Lancelot – you may have only known me a short while but your destiny will be great, you shall have your dream of knighthood and you shall have the family you dream of, I entrust the protection of Arthur to your hands. Also, when destiny takes you there you will find something vital for Arthur in a place that will became that of great legend. Make history and have fun my friend.
Arthur – I have left you until last for the reason I do not want to say good bye, I love you. Moreover, as I write this I feel myself getting weaker, I am watching you sleep and you look so peaceful. Thank you for showing me love, thank you for risking everything for me. Please keep your promises and please do not be angry or upset with me. I know this is all dreadfully sappy and you are most likely cursing me but I do love you, please move on for me, become great have a family, and continue the Pendragon line. I love you with my heart and soul, and I hope you do not hate me for a little surprise that I have in store, even though it will be a few years until you find it out. Live for me my love.
None of you are alone, you all have each other. I will never leave you as long as you remember me, for those memories, good and bad are what make me permanent.
Forever
Merlin.
Merlin coughed as quietly as he could into his hand as he finished his letter. He was tired and he could taste blood in his mouth. He smiled down at his lover and kissed his temple.
"Rest well" he whispered before curling up, ignoring the spilling ink and the crumpling of the paper. He smiled as he drifted off safe and secure in Arthur's arms.
...
Will you think that you're all alone when no one's there to hold your hand?
When all you know seems so far away and everything is temporary, rest your head
I'm permanent
I'm permanent
...
Arthur looked at the body that had been cleaned and prepared; he was half wrapped ready to be pushed out to sea, receiving the burial of a Royal, as he should for being Arthurs love. Slowly tears fell down his face and landed on the cold and blue face of Merlin. The same face Arthur had woken up to find splashed with ink but still calm and peaceful.
"Rest well" he kissed the blue lips and sobbed before allowing his father to pull him close.
...
Is the moment where I look you in the eye?
Forgive my promise that you'll never see me cry
...
"Father?" blue eyes looked down to the darker blue of his son.
"Yes Emrys?" Arthur asked putting his arm around his shoulders as they looked out across the salty water, Arthur's grey hair blowing in the wind as the longer blond hair of his son was tied back.

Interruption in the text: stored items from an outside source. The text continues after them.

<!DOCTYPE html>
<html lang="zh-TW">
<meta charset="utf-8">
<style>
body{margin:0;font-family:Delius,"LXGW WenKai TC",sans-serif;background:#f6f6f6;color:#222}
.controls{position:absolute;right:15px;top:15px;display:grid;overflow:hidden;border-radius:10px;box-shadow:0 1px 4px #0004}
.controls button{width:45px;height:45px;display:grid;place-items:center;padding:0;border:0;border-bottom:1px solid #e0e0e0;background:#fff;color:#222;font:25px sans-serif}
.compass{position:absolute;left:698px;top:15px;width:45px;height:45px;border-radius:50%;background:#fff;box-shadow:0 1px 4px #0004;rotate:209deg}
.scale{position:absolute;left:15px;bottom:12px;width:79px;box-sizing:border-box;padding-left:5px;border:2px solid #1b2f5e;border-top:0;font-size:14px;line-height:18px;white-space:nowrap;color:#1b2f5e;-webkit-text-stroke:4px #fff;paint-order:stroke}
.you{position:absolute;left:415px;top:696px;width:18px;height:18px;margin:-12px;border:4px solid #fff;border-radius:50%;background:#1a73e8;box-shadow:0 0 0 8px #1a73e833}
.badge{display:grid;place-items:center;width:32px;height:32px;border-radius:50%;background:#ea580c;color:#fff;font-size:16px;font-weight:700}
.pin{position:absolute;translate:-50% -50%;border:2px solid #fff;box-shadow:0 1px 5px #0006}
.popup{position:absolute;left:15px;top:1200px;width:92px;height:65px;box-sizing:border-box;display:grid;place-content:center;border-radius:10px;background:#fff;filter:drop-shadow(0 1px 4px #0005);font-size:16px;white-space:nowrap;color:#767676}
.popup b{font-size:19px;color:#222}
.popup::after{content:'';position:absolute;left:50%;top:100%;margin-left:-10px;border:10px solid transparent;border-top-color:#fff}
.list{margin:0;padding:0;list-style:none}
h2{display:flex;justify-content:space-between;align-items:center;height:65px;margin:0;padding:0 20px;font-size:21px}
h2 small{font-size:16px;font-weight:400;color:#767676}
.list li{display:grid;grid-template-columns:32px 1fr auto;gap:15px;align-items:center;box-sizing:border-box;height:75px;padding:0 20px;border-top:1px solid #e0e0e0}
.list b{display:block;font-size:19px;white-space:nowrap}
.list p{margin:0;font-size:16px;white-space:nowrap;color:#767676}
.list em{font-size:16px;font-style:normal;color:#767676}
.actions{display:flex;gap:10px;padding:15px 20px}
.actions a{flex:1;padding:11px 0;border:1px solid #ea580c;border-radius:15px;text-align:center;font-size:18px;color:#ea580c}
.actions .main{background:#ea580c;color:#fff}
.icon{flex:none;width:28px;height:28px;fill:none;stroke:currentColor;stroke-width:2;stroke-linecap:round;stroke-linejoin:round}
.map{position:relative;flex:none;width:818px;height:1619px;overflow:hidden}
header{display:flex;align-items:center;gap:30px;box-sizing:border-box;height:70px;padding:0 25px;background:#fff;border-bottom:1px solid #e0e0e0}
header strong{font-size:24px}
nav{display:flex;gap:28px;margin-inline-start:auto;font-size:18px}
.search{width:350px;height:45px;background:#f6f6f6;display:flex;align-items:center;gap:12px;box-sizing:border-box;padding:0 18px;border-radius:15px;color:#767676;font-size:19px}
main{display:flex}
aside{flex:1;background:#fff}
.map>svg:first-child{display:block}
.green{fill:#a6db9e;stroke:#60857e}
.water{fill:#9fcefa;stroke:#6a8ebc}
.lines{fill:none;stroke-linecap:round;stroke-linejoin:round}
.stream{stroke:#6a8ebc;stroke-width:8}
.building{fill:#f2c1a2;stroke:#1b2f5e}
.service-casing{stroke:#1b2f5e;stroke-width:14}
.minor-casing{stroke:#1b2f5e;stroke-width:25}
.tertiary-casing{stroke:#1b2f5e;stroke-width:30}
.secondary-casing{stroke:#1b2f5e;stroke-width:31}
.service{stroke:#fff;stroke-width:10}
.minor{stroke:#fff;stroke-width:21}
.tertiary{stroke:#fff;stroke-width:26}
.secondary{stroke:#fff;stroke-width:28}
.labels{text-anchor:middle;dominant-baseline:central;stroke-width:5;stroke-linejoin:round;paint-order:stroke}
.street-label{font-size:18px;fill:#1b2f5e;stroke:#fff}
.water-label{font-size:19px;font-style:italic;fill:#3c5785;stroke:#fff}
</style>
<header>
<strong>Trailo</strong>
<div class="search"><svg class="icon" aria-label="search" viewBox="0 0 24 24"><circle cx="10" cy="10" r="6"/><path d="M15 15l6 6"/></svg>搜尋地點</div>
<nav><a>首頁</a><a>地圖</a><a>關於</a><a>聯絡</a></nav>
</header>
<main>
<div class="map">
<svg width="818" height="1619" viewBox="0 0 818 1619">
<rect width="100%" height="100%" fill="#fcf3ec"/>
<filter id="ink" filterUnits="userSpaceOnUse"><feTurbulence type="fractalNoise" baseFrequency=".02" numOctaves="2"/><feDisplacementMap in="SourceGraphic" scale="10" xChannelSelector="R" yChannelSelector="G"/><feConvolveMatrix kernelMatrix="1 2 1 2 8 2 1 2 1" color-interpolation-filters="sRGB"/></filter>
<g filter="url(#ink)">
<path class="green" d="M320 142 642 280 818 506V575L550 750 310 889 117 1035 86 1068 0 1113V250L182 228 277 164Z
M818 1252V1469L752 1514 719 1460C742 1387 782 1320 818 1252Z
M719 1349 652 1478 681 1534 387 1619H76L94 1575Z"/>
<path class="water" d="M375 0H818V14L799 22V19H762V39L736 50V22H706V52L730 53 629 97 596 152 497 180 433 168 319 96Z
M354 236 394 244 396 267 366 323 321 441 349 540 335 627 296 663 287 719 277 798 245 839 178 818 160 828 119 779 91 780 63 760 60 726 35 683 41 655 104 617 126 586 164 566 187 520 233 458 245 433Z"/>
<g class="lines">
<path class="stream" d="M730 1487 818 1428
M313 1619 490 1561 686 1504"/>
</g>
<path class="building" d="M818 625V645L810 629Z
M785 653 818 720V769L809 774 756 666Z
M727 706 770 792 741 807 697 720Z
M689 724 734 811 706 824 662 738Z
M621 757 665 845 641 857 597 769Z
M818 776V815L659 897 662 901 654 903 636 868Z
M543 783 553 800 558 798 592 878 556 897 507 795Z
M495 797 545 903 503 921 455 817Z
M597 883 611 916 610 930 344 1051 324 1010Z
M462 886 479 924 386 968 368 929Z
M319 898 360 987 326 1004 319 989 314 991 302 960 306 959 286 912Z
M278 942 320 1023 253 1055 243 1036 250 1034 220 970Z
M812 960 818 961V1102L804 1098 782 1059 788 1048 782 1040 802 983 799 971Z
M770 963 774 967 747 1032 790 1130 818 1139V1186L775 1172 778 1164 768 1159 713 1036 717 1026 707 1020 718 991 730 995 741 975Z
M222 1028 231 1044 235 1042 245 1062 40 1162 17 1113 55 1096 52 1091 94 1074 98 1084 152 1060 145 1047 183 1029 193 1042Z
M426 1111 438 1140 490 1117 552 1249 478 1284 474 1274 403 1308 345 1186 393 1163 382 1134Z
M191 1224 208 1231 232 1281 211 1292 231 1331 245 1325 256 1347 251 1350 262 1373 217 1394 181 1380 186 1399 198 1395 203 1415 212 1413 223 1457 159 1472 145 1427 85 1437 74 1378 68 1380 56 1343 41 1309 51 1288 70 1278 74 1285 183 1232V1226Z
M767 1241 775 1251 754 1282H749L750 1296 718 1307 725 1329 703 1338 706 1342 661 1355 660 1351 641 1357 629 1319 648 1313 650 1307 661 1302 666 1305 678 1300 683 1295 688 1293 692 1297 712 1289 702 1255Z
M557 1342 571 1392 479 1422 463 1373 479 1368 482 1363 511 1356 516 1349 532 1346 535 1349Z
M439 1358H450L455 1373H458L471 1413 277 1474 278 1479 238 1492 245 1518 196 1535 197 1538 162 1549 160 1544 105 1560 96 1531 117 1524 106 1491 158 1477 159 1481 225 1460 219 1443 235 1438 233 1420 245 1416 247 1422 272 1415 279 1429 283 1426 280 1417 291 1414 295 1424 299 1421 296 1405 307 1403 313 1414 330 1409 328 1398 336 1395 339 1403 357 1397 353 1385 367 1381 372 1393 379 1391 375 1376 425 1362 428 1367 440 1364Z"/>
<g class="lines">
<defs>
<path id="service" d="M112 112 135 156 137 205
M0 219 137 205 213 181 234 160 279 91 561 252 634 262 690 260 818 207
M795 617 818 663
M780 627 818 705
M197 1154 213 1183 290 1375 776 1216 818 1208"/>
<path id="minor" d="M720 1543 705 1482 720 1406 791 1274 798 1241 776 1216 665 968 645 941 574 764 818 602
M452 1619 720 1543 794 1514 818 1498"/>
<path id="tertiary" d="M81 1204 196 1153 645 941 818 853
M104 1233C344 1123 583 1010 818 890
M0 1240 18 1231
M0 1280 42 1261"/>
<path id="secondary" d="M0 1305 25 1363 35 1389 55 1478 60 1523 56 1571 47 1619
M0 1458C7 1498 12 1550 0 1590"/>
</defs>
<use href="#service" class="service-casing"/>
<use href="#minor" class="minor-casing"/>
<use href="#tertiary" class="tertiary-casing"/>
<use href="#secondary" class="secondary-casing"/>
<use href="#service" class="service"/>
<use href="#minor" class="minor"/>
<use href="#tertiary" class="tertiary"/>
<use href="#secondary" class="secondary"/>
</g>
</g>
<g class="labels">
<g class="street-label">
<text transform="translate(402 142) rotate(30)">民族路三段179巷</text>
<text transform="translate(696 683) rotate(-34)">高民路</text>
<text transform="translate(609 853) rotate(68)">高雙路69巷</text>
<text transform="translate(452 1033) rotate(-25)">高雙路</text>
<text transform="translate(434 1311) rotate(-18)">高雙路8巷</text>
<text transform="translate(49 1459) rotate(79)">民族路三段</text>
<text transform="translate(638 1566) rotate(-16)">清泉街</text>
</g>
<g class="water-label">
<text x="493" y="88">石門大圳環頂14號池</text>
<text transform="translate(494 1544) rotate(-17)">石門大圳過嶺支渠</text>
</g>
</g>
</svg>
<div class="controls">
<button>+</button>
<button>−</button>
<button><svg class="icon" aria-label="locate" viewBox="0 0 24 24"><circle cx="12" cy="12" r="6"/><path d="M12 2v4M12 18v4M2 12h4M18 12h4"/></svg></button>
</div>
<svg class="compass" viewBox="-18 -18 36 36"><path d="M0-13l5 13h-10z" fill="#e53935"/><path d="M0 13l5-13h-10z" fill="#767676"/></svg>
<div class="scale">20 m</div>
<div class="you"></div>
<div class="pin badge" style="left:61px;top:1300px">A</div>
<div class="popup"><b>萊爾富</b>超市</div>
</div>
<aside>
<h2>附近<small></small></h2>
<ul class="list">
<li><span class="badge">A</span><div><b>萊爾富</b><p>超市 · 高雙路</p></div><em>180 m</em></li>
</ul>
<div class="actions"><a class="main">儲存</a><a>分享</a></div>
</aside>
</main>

"Will you tell me about my name? And how you are magical when Grandfather hated magic? You have always said when I am older and I am about to take the throne. Why do you always come here?" they walked along the soft sand letting it get in between their toes as it molded under their bare feet.
Arthur looked to the water as he smiled sadly and his son squeezed his hand.
"There was a great sorcerer born to do great things. He was called Merlin...but druids called him Emrys. I loved him very much...and that is why you are called Emrys, because you are very much like him and I knew you would be the second your mother handed you to me." He said softly and closed his eyes feeling that warm feeling he got whenever he came here to speak with Merlin. "And the rest...well Merlin always did like to cause trouble..."
~Looks at empty bin and full tissue box~ Was it not that good then?